- **Task details**: Retype the records below exactly. Leave nothing out.

- **Entries shown**:
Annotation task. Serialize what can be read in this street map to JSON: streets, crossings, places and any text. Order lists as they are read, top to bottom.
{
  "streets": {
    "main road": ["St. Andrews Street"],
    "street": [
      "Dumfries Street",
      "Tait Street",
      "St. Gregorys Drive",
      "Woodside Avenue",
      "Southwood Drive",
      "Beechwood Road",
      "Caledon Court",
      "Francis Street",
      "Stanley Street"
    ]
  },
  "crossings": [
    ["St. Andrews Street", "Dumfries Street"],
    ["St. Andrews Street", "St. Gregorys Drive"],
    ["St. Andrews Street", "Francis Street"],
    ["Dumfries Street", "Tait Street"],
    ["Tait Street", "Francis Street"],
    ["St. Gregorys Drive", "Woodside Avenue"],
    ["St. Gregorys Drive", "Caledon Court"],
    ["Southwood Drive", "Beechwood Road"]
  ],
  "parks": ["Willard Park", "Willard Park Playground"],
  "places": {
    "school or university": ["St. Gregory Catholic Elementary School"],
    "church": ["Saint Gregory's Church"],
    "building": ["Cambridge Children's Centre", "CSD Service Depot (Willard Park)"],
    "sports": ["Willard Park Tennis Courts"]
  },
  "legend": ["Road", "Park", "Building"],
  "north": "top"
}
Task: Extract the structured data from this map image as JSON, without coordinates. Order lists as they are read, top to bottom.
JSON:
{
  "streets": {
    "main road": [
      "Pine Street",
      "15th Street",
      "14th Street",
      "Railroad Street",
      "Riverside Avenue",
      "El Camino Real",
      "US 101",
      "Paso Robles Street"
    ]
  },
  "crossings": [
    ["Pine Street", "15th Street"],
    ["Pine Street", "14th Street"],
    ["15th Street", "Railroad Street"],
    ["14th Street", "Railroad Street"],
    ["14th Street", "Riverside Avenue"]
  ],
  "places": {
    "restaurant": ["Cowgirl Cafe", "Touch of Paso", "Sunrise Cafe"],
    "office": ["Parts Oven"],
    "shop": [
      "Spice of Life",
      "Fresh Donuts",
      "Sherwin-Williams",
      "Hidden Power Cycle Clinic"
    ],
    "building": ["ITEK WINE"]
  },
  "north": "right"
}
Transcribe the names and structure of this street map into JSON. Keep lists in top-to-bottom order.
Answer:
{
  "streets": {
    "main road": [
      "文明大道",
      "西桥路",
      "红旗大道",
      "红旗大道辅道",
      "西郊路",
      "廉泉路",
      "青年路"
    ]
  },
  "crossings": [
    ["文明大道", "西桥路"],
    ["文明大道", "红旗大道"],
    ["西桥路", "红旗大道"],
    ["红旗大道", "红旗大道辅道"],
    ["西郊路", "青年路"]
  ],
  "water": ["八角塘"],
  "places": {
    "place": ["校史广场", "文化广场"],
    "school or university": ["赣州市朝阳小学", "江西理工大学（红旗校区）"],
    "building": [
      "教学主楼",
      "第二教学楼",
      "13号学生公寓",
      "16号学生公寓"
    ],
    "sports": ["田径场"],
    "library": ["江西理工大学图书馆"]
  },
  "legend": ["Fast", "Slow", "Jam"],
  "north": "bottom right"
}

- **Solved problem**:
Annotation task. Serialize what can be read in this street map to JSON: streets, crossings, places and any text. Order lists as they are read, top to bottom.
{
  "streets": {
    "main road": ["St. Andrews Street"],
    "street": [
      "Dumfries Street",
      "Tait Street",
      "St. Gregorys Drive",
      "Woodside Avenue",
      "Southwood Drive",
      "Beechwood Road",
      "Caledon Court",
      "Francis Street",
      "Stanley Street"
    ]
  },
  "crossings": [
    ["St. Andrews Street", "Dumfries Street"],
    ["St. Andrews Street", "St. Gregorys Drive"],
    ["St. Andrews Street", "Francis Street"],
    ["Dumfries Street", "Tait Street"],
    ["Tait Street", "Francis Street"],
    ["St. Gregorys Drive", "Woodside Avenue"],
    ["St. Gregorys Drive", "Caledon Court"],
    ["Southwood Drive", "Beechwood Road"]
  ],
  "parks": ["Willard Park", "Willard Park Playground"],
  "places": {
    "school or university": ["St. Gregory Catholic Elementary School"],
    "church": ["Saint Gregory's Church"],
    "building": ["Cambridge Children's Centre", "CSD Service Depot (Willard Park)"],
    "sports": ["Willard Park Tennis Courts"]
  },
  "legend": ["Road", "Park", "Building"],
  "north": "top"
}
Task: Extract the structured data from this map image as JSON, without coordinates. Order lists as they are read, top to bottom.
JSON:
{
  "streets": {
    "main road": [
      "Pine Street",
      "15th Street",
      "14th Street",
      "Railroad Street",
      "Riverside Avenue",
      "El Camino Real",
      "US 101",
      "Paso Robles Street"
    ]
  },
  "crossings": [
    ["Pine Street", "15th Street"],
    ["Pine Street", "14th Street"],
    ["15th Street", "Railroad Street"],
    ["14th Street", "Railroad Street"],
    ["14th Street", "Riverside Avenue"]
  ],
  "places": {
    "restaurant": ["Cowgirl Cafe", "Touch of Paso", "Sunrise Cafe"],
    "office": ["Parts Oven"],
    "shop": [
      "Spice of Life",
      "Fresh Donuts",
      "Sherwin-Williams",
      "Hidden Power Cycle Clinic"
    ],
    "building": ["ITEK WINE"]
  },
  "north": "right"
}
Transcribe the names and structure of this street map into JSON. Keep lists in top-to-bottom order.
Answer:
{
  "streets": {
    "main road": [
      "文明大道",
      "西桥路",
      "红旗大道",
      "红旗大道辅道",
      "西郊路",
      "廉泉路",
      "青年路"
    ]
  },
  "crossings": [
    ["文明大道", "西桥路"],
    ["文明大道", "红旗大道"],
    ["西桥路", "红旗大道"],
    ["红旗大道", "红旗大道辅道"],
    ["西郊路", "青年路"]
  ],
  "water": ["八角塘"],
  "places": {
    "place": ["校史广场", "文化广场"],
    "school or university": ["赣州市朝阳小学", "江西理工大学（红旗校区）"],
    "building": [
      "教学主楼",
      "第二教学楼",
      "13号学生公寓",
      "16号学生公寓"
    ],
    "sports": ["田径场"],
    "library": ["江西理工大学图书馆"]
  },
  "legend": ["Fast", "Slow", "Jam"],
  "north": "bottom right"
}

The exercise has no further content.